Я с воплями несусь в ванну и запираюсь на крючок. Она все прочла, в этом я уверен.
– Это еще хуже, чем чужие письма вскрывать! – кричу из-за двери.
Она этого не понимает. Как жить с такой? Отец прав, какой из нее друг? Отец знал, что делал. Только в историю кретинскую попал со своим отцовством. Может, он никому и не говорит, что вот уже шестнадцать лет у него есть сын. Как же он может меня по-настоящему любить, если ее не любит? А я ее сын, шпионкин.
29
Первое февраля.
Отец мне выдал деньги. Кончу школу и Денег у него не буду брать. Скажу ему, что со стипендией моей покончено. Придумал на Восьмое марта матери подарок из этих денег купить и сказать, будто отец послал. Как мне раньше это в голову не приходило? Невинный обман, а ей приятно. Прихватил с собой Надьку Савину, и после уроков пошли выбирать. Часа три ходили. Купили кофту. Матери должен пойти кофейный цвет.
Когда домой шли, Гусева встретили. У него хорошая улыбка, рот до ушей. Симпатяга.
– Здорово, – говорит, – художник. Что же не звонишь? Раздумал работать?
Я и сам расплываюсь от удовольствия и смущения.
– Нет, не раздумал, телефон потерял. Потом каникулы, потом хотел у Мишки Капусова выспросить, как до вас добраться, вот и прособирался.
Он снова записывает мне телефон.
– Гуляете? – спрашивает.
– Маме подарок покупали.
– А я здесь недалеко работаю. Видишь дом с башенкой? На втором этаже. Приходи на следующей неделе. И барышню свою приводи.
Тут и Надька обрадовалась, по голосу слышу.
– Спасибо, – радостно говорит. – А чем вы занимаетесь?

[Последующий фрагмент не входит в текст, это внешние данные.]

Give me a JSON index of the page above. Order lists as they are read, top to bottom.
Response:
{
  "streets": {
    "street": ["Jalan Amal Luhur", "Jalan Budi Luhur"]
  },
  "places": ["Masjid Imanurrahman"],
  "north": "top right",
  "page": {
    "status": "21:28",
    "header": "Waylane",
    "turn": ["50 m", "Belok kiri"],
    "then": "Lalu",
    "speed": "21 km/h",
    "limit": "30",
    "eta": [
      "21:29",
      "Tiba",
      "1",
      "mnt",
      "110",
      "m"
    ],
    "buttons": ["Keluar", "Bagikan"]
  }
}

– В основном бумажным делом. А вам покажу что-нибудь интересное. Чудес у нас много.
Здрасьте-пожалуйста, Надька-то здесь при чем? На что она мне сдалась?

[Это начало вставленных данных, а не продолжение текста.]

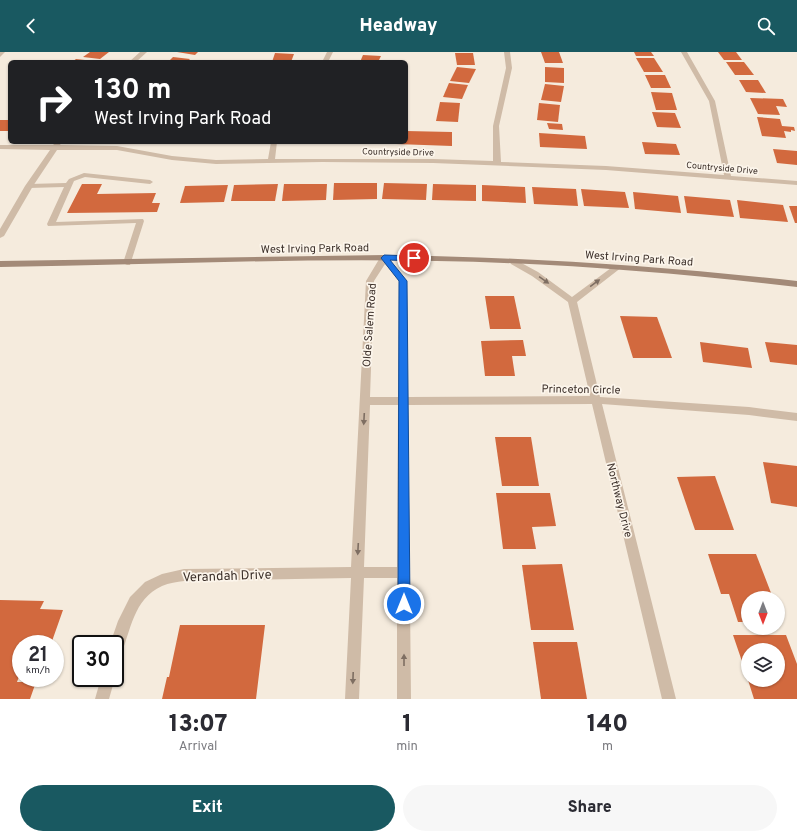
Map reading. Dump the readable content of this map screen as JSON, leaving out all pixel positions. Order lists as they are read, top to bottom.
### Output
{
  "streets": {
    "main road": ["West Irving Park Road"],
    "street": [
      "Countryside Drive",
      "Olde Salem Road",
      "Princeton Circle",
      "Northway Drive",
      "Verandah Drive"
    ]
  },
  "crossings": [
    ["West Irving Park Road", "Olde Salem Road"],
    ["Olde Salem Road", "Princeton Circle"],
    ["Olde Salem Road", "Verandah Drive"],
    ["Princeton Circle", "Northway Drive"]
  ],
  "north": "bottom",
  "page": {
    "header": "Headway",
    "turn": ["130 m", "West Irving Park Road"],
    "speed": "21 km/h",
    "limit": "30",
    "eta": [
      "13:07",
      "Arrival",
      "1",
      "min",
      "140",
      "m"
    ],
    "buttons": ["Exit", "Share"]
  }
}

– Зайдем, – говорю, – обязательно.
И мы прощаемся.
– Хороший дядька, – говорит Надя. – Откуда ты его выкопал?
– Много будешь знать.
Обиделась. Ну, да бог с ней. Нужно как-то избавить ее от этой глупой детской влюбленности.
30
Все это время я помнил о предложении Гусева.
Естественные науки меня всегда привлекали. Ботаника и зоология больше, анатомия меньше.
Кабинет биологии с его теплым влажно-вялым запахом обладает для меня какими-то притягательными свойствами. Кафедра под навесом кожистых вырезных листьев монстер и прозрачных зонтиков папируса, стены, затянутые традесканцией, на подоконниках и прямо на полу – шары и сардельки кактусов, колючих, волосатых, пуховых и голых, вырезанные фестонами листья филлокактусов, таинственный густо-зеленый полумрак аквариумов. В углу невысокий, худенький скелет. В лаборантской запах тот же, только сухой и пыльноватый. По стенам развешаны снопики пшеницы, ржи, овса, льна, все завалено наглядными пособиями, гора таблиц, в стеклянном шкафу – штук двадцать микроскопов, чучела зайца, лисы, птиц, а в ящике – живой еж.
В шестом классе у меня была даже идея составить определитель растений. Я видел настоящий ботанический определитель, но там все по-латыни, шибко научно и неинтересно. Вот и надумал я сделать каталог, где были бы цветные картинки, названия и заметки – чем эти растения (знамениты и какие у них особые свойства.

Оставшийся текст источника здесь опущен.